Supreme Court hits pause on end of Title 42 after plea from GOP states
by Kaelan Deese
Supreme Court Chief Justice John Roberts temporarily paused lifting Title 42 immigration restrictions while the high court considers a Republican-backed request for a longer hold against the plan.
Republican attorneys general from 19 states succeeded in the request for an administrative stay over the pandemic-era policy allowing the government to expeditiously expel millions of immigrants from U.S. borders. Roberts asked for a response from the Biden administration by 5 p.m. local time on Tuesday.
The request to extend Title 42 comes one week after the Washington, D.C., federal appeals court on Friday allowed the Biden administration to end the policy as early as Wednesday and allow illegal immigrants who cross the southern border to seek asylum without risk of being removed.

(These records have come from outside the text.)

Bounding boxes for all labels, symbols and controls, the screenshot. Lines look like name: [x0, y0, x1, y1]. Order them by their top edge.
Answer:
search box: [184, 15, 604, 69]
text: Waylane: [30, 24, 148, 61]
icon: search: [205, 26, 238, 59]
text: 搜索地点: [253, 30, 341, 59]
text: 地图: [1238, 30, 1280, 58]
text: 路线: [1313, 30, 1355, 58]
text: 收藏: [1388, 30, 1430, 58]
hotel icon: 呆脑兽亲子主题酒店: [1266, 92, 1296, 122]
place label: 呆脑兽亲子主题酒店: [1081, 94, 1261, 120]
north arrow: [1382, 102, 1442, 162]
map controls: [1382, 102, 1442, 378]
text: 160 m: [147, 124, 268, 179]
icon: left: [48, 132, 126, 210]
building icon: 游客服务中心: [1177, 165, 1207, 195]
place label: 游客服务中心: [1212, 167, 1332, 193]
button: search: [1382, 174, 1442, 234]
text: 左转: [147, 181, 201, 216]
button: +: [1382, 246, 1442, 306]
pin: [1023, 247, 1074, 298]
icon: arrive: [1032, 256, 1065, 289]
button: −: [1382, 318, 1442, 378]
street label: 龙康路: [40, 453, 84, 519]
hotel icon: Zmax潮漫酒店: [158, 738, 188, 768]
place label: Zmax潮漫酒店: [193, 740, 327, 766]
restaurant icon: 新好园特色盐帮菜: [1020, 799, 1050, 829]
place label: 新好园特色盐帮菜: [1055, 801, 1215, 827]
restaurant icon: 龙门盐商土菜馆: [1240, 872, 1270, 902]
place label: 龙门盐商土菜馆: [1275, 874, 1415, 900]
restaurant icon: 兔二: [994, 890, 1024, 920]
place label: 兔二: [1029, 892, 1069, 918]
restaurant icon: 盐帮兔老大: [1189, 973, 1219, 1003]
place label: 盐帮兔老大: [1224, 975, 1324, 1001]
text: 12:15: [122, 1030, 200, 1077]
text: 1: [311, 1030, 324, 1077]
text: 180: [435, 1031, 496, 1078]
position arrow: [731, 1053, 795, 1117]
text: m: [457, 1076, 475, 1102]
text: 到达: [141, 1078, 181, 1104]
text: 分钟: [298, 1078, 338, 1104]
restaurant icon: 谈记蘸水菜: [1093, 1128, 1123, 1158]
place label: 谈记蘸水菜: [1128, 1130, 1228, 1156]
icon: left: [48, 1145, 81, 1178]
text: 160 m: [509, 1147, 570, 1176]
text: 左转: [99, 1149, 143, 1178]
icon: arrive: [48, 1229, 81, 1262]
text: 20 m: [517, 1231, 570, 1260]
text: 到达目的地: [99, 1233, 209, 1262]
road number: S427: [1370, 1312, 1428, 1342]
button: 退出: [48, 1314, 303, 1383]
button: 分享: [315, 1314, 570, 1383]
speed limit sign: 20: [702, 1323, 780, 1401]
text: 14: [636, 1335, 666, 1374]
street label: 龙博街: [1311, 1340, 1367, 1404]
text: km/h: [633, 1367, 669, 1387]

The attorneys general argued their states would sustain irreparable harm if Title 42 ends due to a surge in already high levels of migrant encounters at the U.S.-Mexico border.
“Getting rid of Title 42 will recklessly and needlessly endanger more Americans and migrants by exacerbating the catastrophe that is occurring at our southern border,” Arizona Attorney General Mark Brnovich (R) said in a press release. “Unlawful crossings are estimated to surge from 7,000 per day to as many as 18,000.”
Through the policy, more than 2.4 million people, mostly along the U.S.-Mexico border, have been expelled since the Trump administration first imposed the policy in March 2020 as an attempt to counter the spread of COVID-19.
U.S. District Judge Emmet Sullivan last month ordered the end of the Title 42 rule, holding that it was arbitrary and capricious in violation of the Administrative Procedures Act.
Sullivan criticized the Centers for Disease Control and Prevention order that allowed the policy to go into effect in 2020, saying it “ignore[d] the harm that could be caused.” He noted the agency failed to consider other options, such as allowing immigrants to self-quarantine in homes of U.S.-based friends, family, or shelters, and noted the CDC should have reexamined its approach when COVID-19 vaccines and testing became more widely available in 2021.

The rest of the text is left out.